Required work → Once the line containing "M 481,371 L" is found in the entries below, reproduce it and every line after it, stopping at and including the line containing "M 533,171 L 598,253"; reproduce nothing else, and keep each line exact.

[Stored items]
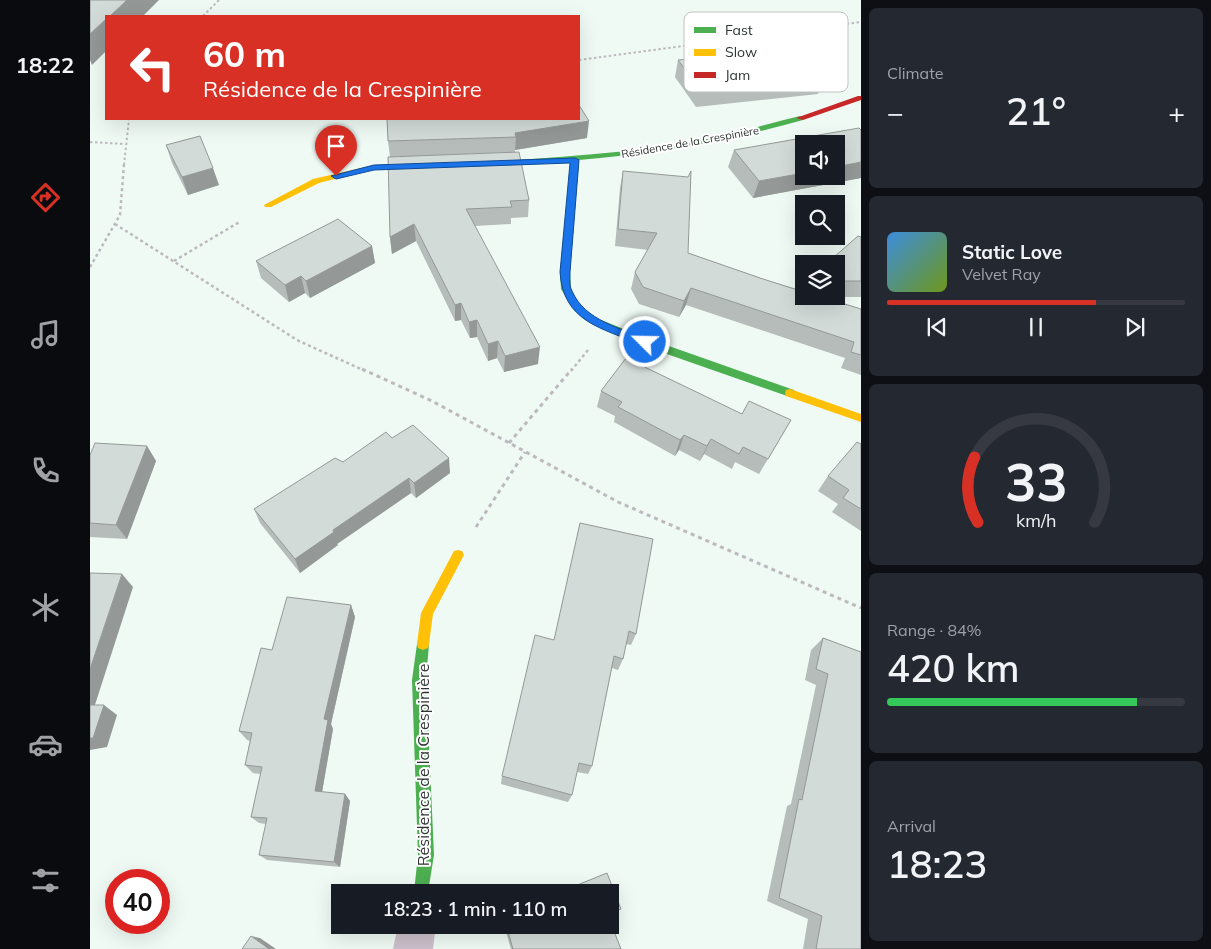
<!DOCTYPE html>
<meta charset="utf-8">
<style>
:root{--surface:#171b24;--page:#242831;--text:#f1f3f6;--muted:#9ea1a6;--line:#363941;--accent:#d93025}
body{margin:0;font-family:Mulish,sans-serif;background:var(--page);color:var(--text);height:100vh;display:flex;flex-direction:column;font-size:19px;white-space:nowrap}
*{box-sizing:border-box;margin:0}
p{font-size:16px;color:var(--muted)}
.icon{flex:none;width:28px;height:28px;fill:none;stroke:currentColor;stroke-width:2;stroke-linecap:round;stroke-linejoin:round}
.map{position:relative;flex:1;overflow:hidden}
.details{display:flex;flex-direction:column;gap:8px;padding:8px;background:#0d0f14;width:350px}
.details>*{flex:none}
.hud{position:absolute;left:15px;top:15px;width:475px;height:105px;border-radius:0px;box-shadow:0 5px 20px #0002;background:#d93025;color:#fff;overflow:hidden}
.buttons{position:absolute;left:705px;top:135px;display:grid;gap:10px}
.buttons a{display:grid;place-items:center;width:50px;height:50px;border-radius:0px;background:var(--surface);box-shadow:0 5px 20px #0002;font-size:25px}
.speed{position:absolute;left:15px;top:869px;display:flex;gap:10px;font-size:25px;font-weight:700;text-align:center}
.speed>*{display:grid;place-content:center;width:65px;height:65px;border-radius:50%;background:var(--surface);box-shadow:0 5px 20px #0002;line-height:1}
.speed .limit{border:8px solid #d22;background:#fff;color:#111}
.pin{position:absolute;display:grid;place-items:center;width:42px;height:42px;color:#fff;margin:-51px -21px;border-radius:50% 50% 50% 0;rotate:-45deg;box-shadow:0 0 5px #0007}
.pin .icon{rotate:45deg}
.me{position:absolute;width:55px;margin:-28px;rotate:293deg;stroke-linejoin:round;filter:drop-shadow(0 0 4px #0008)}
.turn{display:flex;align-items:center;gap:18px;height:105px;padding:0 15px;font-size:22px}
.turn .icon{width:65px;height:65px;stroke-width:2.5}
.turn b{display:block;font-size:35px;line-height:42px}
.big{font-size:38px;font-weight:600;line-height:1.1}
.details .card{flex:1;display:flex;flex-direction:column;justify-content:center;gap:8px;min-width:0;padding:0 18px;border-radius:8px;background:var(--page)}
.details .dial{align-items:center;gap:0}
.dial svg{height:130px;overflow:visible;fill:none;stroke:var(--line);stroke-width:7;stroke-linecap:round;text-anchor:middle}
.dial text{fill:var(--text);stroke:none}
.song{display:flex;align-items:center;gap:15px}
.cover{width:60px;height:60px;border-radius:8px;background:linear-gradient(135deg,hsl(210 70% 55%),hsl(80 70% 35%))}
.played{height:5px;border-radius:2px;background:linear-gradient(90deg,var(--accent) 70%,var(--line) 70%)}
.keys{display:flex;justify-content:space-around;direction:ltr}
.heat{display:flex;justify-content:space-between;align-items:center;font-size:28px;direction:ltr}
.charge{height:8px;border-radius:4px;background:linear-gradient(90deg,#34c759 84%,var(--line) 0)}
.trip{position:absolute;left:241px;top:884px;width:288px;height:50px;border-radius:0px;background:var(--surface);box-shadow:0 5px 20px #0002;font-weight:600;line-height:50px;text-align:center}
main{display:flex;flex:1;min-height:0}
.tab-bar{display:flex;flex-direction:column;width:90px;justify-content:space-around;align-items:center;background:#090b0e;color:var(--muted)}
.tab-bar .icon{width:35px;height:35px}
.tab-bar .active{color:var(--accent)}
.tab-bar b{font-size:22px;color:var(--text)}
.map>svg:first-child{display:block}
</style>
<main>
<nav class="tab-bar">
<b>18:22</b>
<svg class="icon active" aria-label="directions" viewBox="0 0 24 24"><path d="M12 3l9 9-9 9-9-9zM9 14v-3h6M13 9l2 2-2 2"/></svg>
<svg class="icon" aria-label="music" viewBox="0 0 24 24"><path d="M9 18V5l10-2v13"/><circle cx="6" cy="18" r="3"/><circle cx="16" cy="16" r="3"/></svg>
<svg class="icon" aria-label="phone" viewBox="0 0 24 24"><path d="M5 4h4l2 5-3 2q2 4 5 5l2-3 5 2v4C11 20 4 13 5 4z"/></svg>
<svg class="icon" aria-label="climate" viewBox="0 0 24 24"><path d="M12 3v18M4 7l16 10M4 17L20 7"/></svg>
<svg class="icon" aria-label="car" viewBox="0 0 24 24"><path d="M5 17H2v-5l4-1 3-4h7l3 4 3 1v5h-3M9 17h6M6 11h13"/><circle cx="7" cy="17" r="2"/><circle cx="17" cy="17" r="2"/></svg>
<svg class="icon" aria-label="filters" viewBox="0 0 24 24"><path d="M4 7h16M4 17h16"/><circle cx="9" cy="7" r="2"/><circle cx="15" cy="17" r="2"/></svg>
</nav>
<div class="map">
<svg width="771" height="949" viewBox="0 0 771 949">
<rect width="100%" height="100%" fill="#effaf5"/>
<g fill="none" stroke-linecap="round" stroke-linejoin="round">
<!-- path-far2 -->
<path stroke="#bdb9bf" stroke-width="2" stroke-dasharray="2.5 2.5" stroke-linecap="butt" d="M 113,16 L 129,0
M 489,60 L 771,22
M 0,142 L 35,144
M 34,165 L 39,119"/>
<!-- path-far1 -->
<path stroke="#bdb9bf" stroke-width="2.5" stroke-dasharray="3 3" stroke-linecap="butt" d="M 25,224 L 207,340 L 275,371
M 84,261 L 151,221
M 0,267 L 30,215 L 34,164
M 481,371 L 498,350"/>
<!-- path -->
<path stroke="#bdb9bf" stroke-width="3" stroke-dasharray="4 4" stroke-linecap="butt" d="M 272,369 L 342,401 L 528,502 L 771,608
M 419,443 L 482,369
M 386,527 L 435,452"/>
<!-- street -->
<path fill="#cbc0cb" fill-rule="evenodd" d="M 308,925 L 346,925 L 343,949 L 303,949 Z"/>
<!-- fast -->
<path fill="#4caf50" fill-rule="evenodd" d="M 710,116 L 714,118 L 713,120 C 639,141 565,154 489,160 L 480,272 L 481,289 L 491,307 L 501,316 L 559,339 L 704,390 L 705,393 L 704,396 L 700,397 L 551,345 L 495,320 L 485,311 L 471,289 L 470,272 L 481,161 L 395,166 L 391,164 L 395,162 C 475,157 555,152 633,136 C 659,130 684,122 710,116 Z
M 333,638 L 338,640 L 339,644 L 336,680 L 344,855 L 338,892 L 324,892 L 328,855 L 322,680 L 327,644 L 328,640 Z"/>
<!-- slow -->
<path fill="#ffc107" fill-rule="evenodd" d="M 335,164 L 338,164 L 338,168 L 284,169 L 229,183 L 181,207 L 175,207 L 174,205 L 223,179 L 284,165 Z
M 700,389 L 771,414 L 771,422 L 696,396 L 695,393 L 696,390 Z
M 368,550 L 372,551 L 374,555 L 343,614 L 339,644 L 338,648 L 333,650 L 328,648 L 327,644 L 331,613 L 364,551 Z"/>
<!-- jam -->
<path fill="#c62828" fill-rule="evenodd" d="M 768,96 L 771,96 L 771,100 L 713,120 L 706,118 Z"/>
</g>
<!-- wall -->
<path fill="#b5bcba" d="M 588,60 L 734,76 L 728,94 L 606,107 L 585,77 Z
M 297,119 L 497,138 L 425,150 L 425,152 L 439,200 L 438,217 L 421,218 L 421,224 L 385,226 L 448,364 L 414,372 L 407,358 L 398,361 L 387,337 L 380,338 L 371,320 L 365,321 L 326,241 L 302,254 L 300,237 L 300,157 L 298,141 Z
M 771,130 L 771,178 L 663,198 L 638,167 L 644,150 Z
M 76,145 L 129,185 L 98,195 L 82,163 Z
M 533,171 L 598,253 L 673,279 L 713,291 L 714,289 L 714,296 L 746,296 L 746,264 L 771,237 L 771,297 L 730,297 L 771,309 L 771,375 L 751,368 L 755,358 L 596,305 L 589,317 L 549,304 L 541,289 L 545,272 L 558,250 L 525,246 L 530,188 Z
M 282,246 L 285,263 L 220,298 L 215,293 L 199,302 L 171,278 L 166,261 Z
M 511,391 L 652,414 L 701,420 L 669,474 L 645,462 L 642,469 L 614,454 L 610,461 L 589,450 L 585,456 L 524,422 L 525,416 L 507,407 Z
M 302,438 L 360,473 L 326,498 L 321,493 L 247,544 L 248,545 L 210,573 L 170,523 L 164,509 L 253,462 Z
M 771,444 L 771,531 L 742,512 L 748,504 L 728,491 L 738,476 Z
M 57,446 L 66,461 L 37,539 L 0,537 L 0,455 Z
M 490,523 L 546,634 L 541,645 L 536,644 L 533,659 L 528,670 L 522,668 L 502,766 L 498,774 L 487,772 L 482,795 L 478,802 L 411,784 L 412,776 L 464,640 Z
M 261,605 L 265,617 L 241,724 L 243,729 L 232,792 L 255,794 L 260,801 L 250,867 L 177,860 L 169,855 L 176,824 L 169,823 L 161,817 L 171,774 L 163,773 L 155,765 L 160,741 L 157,740 L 149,731 L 182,650 Z
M 733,638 L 771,652 L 771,949 L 713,949 L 718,919 L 677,901 L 697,806 L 701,804 L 726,685 L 715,680 L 721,650 Z
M 414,925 L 520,925 L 531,949 L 421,949 Z"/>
<!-- shaded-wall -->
<path fill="#949997" d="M 37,0 L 69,0 L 53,16 L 20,16 Z
M 16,19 L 16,51 L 2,65 L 0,60 L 0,34 Z
M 499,121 L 497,138 L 425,150 L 426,137 L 425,133 Z
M 771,162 L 771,178 L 663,198 L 669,181 L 714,173 L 714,176 L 746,176 L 746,167 Z
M 123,168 L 129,185 L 98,195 L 92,177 Z
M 324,224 L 326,241 L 302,254 L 300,237 Z
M 282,246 L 285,263 L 220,298 L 216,281 Z
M 211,276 L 215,293 L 199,302 L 195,285 Z
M 601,288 L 596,305 L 589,317 L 594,301 Z
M 371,303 L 371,320 L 365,321 L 365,305 Z
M 387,320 L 387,337 L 380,338 L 379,322 Z
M 408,341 L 407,358 L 398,361 L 398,344 Z
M 450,347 L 448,364 L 414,372 L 415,356 Z
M 594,435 L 589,450 L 585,456 L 590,440 Z
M 621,439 L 614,454 L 610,461 L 617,446 Z
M 57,446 L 66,461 L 37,539 L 26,525 Z
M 359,458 L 360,473 L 326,498 L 324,483 Z
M 319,478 L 321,493 L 247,544 L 248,545 L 210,573 L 205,559 L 243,530 Z
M 32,574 L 43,587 L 2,714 L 0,713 L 0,669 Z
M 261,605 L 265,617 L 241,724 L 243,729 L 231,798 L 225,791 L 234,719 Z
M 14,705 L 27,715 L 17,747 L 0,750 L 0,751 L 0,738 Z
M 255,794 L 260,801 L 250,867 L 244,862 Z
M 161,936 L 170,938 L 186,949 L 179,949 Z"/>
<!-- building -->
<path fill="#d3dbd8" stroke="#949997" d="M 0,0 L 37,0 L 20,16 L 16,16 L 16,19 L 0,34 Z
M 706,48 L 734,76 L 611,90 L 588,60 Z
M 489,105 L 499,121 L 425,133 L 426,137 L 298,141 L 297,119 L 489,119 Z
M 769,128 L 771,130 L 771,162 L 746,167 L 746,144 L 714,144 L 714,173 L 669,181 L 644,150 Z
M 110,136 L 123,168 L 92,177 L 76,145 Z
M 429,152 L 439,200 L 420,201 L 422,207 L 376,209 L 450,347 L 415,356 L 408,341 L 398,344 L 387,320 L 379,322 L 371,303 L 365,305 L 324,224 L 300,237 L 298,157 Z
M 533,171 L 598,177 L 601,171 L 598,253 L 673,279 L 714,292 L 714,296 L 729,296 L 771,309 L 771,355 L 761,352 L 764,342 L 601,288 L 594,301 L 553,287 L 545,272 L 567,233 L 528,229 Z
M 248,219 L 282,246 L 216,281 L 211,276 L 195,285 L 166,261 Z
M 768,236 L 771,237 L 771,281 L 746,281 L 746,264 L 736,264 Z
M 536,358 L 652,414 L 659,401 L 701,420 L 678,459 L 653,447 L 649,454 L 621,439 L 617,446 L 594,435 L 590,440 L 528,407 L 532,402 L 511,391 Z
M 323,425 L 359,458 L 324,483 L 319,478 L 243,530 L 244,532 L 205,559 L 164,509 L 245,458 L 253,462 L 296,432 L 302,438 Z
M 767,442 L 771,444 L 771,509 L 753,498 L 759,490 L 738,476 Z
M 5,443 L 57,446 L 26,525 L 0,523 L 0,455 Z
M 490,523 L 563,539 L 546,634 L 539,631 L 533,659 L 524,656 L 502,766 L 489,763 L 482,795 L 412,776 L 445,635 L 464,640 Z
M 0,573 L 32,574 L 0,669 Z
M 197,597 L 261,605 L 234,719 L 238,720 L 225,791 L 255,794 L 244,862 L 169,855 L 177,818 L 161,817 L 172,767 L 155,765 L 162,733 L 149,731 L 171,648 L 182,650 Z
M 733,638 L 771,652 L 771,949 L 726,949 L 732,916 L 689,898 L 709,799 L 712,800 L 738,674 L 726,669 Z
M 0,705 L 14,705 L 3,738 L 0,738 Z
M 517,873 L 531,909 L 520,913 L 520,892 L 470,892 Z
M 520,921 L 531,949 L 423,949 L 416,925 L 520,925 Z
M 161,936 L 179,949 L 152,949 Z"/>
<!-- route -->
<path fill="#1a73e8" stroke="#114b97" d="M 485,158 L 489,160 L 480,272 C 480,278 479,286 482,291 C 495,321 531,328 559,340 L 559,345 L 552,345 C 512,328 473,322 470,272 L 480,163 L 284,170 L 246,179 L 241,176 L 284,165 Z"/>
<g text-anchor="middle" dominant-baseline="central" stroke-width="4" stroke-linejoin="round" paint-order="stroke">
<!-- far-street labels -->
<g font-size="11" fill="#2d3431" stroke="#fff">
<text transform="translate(600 142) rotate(-10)">Résidence de la Crespinière</text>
</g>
<!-- near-street labels -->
<g font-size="16" fill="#2d3431" stroke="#fff">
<text transform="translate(333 765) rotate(-90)">Résidence de la Crespinière</text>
</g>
</g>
<!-- legend -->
<rect x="594" y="12" width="164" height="80" rx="8" fill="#fff" stroke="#c0c2c1" stroke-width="1"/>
<rect x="604" y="27" width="22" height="6" fill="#4caf50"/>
<rect x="604" y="49" width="22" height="7" fill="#ffc107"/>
<rect x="604" y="72" width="22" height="6" fill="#c62828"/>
<g font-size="14" fill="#2d3431">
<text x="635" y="35">Fast</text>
<text x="635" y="57">Slow</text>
<text x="635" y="80">Jam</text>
</g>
</svg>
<div class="buttons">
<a><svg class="icon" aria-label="sound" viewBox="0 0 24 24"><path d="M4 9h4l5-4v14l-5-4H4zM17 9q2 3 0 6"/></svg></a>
<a><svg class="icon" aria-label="search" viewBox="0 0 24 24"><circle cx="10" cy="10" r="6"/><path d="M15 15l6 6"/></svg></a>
<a><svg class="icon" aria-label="layers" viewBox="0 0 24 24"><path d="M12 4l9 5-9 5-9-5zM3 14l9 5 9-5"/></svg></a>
</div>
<div class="speed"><div class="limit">40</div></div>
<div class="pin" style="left:246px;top:176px;background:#d93025"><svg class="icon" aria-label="arrive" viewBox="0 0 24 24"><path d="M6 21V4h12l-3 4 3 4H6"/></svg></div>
<svg class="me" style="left:555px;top:342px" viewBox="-20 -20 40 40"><circle r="17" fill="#1a73e8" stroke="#fff" stroke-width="3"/><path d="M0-11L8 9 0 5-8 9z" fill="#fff"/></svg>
<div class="trip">18:23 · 1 min · 110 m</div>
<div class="hud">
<div class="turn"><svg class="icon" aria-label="left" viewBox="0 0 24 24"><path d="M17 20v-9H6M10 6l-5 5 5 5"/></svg><div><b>60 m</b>Résidence de la Crespinière</div></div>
</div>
</div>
<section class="details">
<div class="card"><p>Climate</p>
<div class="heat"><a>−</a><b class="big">21°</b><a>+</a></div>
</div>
<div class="card">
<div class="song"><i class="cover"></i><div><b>Static Love</b><p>Velvet Ray</p></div></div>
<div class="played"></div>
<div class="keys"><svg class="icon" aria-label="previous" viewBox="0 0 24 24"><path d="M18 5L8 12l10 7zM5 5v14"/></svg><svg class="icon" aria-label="pause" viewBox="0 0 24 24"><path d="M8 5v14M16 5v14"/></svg><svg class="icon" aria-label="next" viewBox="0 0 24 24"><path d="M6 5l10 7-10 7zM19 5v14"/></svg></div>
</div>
<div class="card dial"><svg viewBox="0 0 100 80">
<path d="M14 69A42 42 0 1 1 86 69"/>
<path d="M14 69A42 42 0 0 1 12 29" stroke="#d93025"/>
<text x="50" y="56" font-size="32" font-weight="700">33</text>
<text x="50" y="72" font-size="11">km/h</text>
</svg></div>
<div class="card"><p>Range · 84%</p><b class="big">420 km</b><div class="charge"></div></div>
<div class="card"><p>Arrival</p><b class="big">18:23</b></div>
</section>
</main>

Result for this task →
M 481,371 L 498,350"/>
<!-- path -->
<path stroke="#bdb9bf" stroke-width="3" stroke-dasharray="4 4" stroke-linecap="butt" d="M 272,369 L 342,401 L 528,502 L 771,608
M 419,443 L 482,369
M 386,527 L 435,452"/>
<!-- street -->
<path fill="#cbc0cb" fill-rule="evenodd" d="M 308,925 L 346,925 L 343,949 L 303,949 Z"/>
<!-- fast -->
<path fill="#4caf50" fill-rule="evenodd" d="M 710,116 L 714,118 L 713,120 C 639,141 565,154 489,160 L 480,272 L 481,289 L 491,307 L 501,316 L 559,339 L 704,390 L 705,393 L 704,396 L 700,397 L 551,345 L 495,320 L 485,311 L 471,289 L 470,272 L 481,161 L 395,166 L 391,164 L 395,162 C 475,157 555,152 633,136 C 659,130 684,122 710,116 Z
M 333,638 L 338,640 L 339,644 L 336,680 L 344,855 L 338,892 L 324,892 L 328,855 L 322,680 L 327,644 L 328,640 Z"/>
<!-- slow -->
<path fill="#ffc107" fill-rule="evenodd" d="M 335,164 L 338,164 L 338,168 L 284,169 L 229,183 L 181,207 L 175,207 L 174,205 L 223,179 L 284,165 Z
M 700,389 L 771,414 L 771,422 L 696,396 L 695,393 L 696,390 Z
M 368,550 L 372,551 L 374,555 L 343,614 L 339,644 L 338,648 L 333,650 L 328,648 L 327,644 L 331,613 L 364,551 Z"/>
<!-- jam -->
<path fill="#c62828" fill-rule="evenodd" d="M 768,96 L 771,96 L 771,100 L 713,120 L 706,118 Z"/>
</g>
<!-- wall -->
<path fill="#b5bcba" d="M 588,60 L 734,76 L 728,94 L 606,107 L 585,77 Z
M 297,119 L 497,138 L 425,150 L 425,152 L 439,200 L 438,217 L 421,218 L 421,224 L 385,226 L 448,364 L 414,372 L 407,358 L 398,361 L 387,337 L 380,338 L 371,320 L 365,321 L 326,241 L 302,254 L 300,237 L 300,157 L 298,141 Z
M 771,130 L 771,178 L 663,198 L 638,167 L 644,150 Z
M 76,145 L 129,185 L 98,195 L 82,163 Z
M 533,171 L 598,253 L 673,279 L 713,291 L 714,289 L 714,296 L 746,296 L 746,264 L 771,237 L 771,297 L 730,297 L 771,309 L 771,375 L 751,368 L 755,358 L 596,305 L 589,317 L 549,304 L 541,289 L 545,272 L 558,250 L 525,246 L 530,188 Z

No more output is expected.